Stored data
------------------------
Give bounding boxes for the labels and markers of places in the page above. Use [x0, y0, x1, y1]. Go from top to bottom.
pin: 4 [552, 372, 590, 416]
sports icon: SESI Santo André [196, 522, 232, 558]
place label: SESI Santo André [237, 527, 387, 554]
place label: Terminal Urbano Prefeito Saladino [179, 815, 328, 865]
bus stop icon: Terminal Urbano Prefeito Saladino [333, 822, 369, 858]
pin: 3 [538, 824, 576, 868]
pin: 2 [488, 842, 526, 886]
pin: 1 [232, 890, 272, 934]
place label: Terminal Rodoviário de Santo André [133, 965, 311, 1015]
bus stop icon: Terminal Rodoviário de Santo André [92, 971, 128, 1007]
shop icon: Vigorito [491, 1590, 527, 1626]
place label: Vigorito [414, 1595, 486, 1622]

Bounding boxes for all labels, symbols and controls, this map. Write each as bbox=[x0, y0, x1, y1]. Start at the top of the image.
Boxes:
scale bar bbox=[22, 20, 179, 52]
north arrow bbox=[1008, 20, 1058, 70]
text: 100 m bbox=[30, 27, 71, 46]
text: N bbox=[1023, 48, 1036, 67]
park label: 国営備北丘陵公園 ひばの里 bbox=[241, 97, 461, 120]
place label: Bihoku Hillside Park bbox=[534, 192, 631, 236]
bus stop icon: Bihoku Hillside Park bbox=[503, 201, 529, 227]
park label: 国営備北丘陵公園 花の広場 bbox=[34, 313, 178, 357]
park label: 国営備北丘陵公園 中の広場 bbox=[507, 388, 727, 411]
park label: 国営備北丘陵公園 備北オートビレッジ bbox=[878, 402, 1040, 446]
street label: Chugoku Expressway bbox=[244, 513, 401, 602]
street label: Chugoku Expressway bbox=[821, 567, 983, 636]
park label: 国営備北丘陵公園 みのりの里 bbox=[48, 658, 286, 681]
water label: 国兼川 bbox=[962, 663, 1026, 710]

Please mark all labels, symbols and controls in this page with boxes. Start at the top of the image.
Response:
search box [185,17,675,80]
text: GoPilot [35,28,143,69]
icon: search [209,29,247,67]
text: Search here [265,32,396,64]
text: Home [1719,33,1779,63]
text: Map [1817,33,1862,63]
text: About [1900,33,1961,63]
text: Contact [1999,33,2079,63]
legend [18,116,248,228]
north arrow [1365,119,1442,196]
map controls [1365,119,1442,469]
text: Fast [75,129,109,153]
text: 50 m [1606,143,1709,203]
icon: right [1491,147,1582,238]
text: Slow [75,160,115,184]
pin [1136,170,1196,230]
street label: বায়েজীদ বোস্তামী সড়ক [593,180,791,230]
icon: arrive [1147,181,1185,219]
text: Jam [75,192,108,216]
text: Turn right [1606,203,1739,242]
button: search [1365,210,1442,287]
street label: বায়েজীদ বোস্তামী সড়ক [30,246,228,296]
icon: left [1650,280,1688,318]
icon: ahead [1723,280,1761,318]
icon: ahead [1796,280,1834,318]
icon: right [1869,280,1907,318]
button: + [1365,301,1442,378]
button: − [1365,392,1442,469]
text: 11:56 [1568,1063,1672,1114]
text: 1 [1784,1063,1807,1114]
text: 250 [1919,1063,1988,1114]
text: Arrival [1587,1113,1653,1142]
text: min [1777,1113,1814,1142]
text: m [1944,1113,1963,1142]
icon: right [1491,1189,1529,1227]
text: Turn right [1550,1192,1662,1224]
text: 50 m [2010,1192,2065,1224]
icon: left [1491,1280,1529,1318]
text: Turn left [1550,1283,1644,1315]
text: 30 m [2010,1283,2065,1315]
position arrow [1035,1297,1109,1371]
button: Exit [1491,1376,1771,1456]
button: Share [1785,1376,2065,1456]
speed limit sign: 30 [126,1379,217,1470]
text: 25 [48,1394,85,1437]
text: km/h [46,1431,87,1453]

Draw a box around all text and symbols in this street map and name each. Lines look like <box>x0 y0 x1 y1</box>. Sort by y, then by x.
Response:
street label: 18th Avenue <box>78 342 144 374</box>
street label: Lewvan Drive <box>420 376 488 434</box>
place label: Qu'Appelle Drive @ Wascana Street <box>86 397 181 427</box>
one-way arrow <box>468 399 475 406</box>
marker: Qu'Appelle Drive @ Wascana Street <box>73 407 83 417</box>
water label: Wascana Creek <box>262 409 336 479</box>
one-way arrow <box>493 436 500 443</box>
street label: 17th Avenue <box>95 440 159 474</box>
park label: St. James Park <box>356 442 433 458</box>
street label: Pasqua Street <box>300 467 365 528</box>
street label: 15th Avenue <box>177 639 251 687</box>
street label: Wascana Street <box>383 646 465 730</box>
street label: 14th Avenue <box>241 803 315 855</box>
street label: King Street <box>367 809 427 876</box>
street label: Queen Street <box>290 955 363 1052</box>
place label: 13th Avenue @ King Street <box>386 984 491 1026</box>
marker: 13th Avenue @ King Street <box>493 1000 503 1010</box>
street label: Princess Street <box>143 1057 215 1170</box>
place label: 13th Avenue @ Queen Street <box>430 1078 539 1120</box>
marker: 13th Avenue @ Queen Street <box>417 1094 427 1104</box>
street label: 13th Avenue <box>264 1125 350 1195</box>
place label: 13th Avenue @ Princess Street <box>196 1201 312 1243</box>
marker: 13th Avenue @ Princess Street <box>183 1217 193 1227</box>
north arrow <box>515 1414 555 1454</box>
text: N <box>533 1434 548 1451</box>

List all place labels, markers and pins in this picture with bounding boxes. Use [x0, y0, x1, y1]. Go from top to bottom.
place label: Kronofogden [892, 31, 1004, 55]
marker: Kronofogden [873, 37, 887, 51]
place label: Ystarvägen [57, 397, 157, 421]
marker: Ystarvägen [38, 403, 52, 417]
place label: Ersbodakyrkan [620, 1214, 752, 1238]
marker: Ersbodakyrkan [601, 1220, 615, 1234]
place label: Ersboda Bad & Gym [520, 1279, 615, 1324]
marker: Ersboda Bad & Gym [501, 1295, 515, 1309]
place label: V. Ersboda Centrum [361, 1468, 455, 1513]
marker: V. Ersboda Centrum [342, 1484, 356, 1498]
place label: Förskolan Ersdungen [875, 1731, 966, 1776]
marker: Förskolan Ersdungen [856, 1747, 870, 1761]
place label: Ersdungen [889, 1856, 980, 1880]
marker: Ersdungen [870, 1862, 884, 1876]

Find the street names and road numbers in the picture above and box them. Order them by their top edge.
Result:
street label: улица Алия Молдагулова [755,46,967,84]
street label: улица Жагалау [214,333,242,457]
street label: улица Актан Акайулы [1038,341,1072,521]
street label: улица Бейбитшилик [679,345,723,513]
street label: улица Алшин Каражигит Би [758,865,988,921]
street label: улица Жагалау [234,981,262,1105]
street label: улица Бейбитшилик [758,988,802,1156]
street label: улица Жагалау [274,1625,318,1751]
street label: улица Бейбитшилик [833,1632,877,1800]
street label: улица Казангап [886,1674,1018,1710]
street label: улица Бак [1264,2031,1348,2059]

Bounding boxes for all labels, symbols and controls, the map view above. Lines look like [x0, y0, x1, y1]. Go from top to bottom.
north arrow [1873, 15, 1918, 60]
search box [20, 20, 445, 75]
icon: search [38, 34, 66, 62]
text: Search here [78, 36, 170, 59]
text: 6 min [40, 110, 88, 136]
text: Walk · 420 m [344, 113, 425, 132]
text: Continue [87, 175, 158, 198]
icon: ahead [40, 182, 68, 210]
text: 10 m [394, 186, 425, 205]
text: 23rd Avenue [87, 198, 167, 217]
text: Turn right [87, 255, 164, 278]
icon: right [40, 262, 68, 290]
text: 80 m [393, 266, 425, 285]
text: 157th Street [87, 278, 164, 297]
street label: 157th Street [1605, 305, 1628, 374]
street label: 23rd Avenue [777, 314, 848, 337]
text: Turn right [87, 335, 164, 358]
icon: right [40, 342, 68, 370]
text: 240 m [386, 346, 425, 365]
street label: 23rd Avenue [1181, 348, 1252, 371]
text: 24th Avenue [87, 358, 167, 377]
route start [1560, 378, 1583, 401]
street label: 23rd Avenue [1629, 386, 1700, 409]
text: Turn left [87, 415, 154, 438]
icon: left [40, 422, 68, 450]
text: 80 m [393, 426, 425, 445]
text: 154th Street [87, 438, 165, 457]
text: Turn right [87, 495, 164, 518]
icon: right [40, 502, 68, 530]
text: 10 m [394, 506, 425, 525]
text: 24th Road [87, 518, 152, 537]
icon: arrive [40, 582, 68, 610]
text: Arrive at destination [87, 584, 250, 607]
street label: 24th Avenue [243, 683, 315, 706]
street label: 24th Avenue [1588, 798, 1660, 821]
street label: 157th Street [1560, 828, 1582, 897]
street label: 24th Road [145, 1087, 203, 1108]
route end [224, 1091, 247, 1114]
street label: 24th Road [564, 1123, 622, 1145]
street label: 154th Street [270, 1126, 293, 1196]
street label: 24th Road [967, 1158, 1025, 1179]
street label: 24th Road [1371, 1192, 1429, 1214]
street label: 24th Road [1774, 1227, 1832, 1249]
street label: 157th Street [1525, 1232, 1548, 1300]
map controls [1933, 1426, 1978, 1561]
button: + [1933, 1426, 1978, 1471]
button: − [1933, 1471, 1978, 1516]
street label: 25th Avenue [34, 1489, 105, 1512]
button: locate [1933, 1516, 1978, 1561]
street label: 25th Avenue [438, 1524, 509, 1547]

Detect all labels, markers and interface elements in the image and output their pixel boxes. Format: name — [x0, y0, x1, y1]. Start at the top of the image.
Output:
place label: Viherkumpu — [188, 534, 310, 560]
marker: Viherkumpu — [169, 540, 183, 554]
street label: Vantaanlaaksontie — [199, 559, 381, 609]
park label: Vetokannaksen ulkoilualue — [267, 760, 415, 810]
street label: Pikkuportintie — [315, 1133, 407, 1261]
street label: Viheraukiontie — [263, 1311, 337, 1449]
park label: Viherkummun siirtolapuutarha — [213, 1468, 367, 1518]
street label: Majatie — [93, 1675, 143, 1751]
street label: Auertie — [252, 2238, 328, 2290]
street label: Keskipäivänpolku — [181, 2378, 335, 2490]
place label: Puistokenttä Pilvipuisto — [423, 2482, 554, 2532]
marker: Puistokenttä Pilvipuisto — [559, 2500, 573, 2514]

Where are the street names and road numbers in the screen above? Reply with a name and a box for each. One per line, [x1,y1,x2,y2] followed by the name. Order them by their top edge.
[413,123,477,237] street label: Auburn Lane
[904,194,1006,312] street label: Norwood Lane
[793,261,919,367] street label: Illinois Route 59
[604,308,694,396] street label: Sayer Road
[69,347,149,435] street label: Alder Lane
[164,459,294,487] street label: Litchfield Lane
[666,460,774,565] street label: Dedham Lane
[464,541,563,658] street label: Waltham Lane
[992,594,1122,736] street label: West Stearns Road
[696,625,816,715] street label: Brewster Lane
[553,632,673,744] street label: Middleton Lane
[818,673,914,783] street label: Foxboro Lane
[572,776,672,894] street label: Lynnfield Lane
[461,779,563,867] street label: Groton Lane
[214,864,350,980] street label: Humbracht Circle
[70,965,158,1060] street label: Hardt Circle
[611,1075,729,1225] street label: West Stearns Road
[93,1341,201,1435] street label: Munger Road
------------------------
Reproduce each line above that contains "Princess".

street label: Princess Street <box>143 1057 215 1170</box>
place label: 13th Avenue @ Princess Street <box>196 1201 312 1243</box>
marker: 13th Avenue @ Princess Street <box>183 1217 193 1227</box>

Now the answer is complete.